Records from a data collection
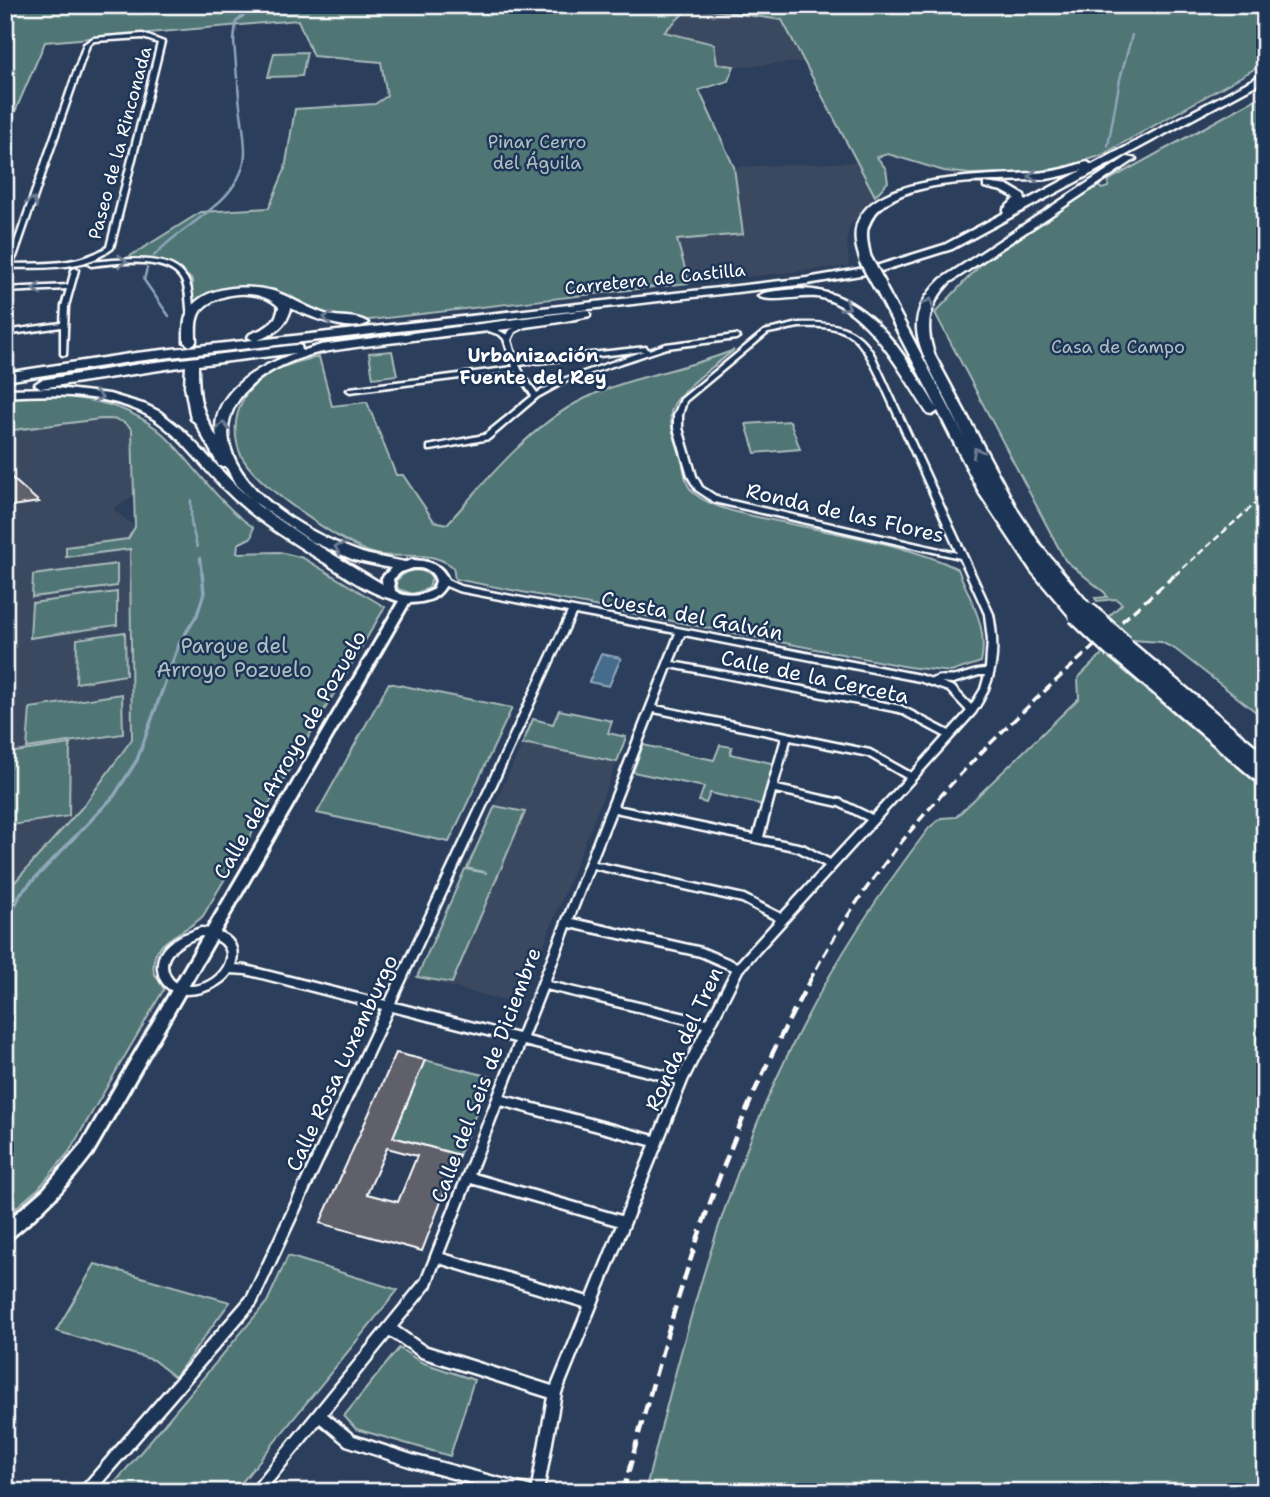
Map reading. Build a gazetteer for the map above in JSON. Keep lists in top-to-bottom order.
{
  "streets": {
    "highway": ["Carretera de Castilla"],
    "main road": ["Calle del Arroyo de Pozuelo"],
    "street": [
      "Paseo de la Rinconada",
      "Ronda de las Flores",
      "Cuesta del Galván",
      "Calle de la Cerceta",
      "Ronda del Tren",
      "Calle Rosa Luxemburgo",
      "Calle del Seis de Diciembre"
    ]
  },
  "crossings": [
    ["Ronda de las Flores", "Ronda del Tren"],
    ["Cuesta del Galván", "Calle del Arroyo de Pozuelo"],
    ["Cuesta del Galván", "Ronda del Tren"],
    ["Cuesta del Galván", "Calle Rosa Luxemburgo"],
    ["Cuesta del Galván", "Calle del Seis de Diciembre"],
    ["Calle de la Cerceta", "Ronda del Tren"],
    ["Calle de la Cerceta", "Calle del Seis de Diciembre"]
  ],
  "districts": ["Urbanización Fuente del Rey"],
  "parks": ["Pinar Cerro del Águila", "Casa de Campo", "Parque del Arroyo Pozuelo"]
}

- **Assignment**: Could you print all of the entries above exactly as written, minus the pictures?

- **Task answer**:
Map reading. Build a gazetteer for the map above in JSON. Keep lists in top-to-bottom order.
{
  "streets": {
    "highway": ["Carretera de Castilla"],
    "main road": ["Calle del Arroyo de Pozuelo"],
    "street": [
      "Paseo de la Rinconada",
      "Ronda de las Flores",
      "Cuesta del Galván",
      "Calle de la Cerceta",
      "Ronda del Tren",
      "Calle Rosa Luxemburgo",
      "Calle del Seis de Diciembre"
    ]
  },
  "crossings": [
    ["Ronda de las Flores", "Ronda del Tren"],
    ["Cuesta del Galván", "Calle del Arroyo de Pozuelo"],
    ["Cuesta del Galván", "Ronda del Tren"],
    ["Cuesta del Galván", "Calle Rosa Luxemburgo"],
    ["Cuesta del Galván", "Calle del Seis de Diciembre"],
    ["Calle de la Cerceta", "Ronda del Tren"],
    ["Calle de la Cerceta", "Calle del Seis de Diciembre"]
  ],
  "districts": ["Urbanización Fuente del Rey"],
  "parks": ["Pinar Cerro del Águila", "Casa de Campo", "Parque del Arroyo Pozuelo"]
}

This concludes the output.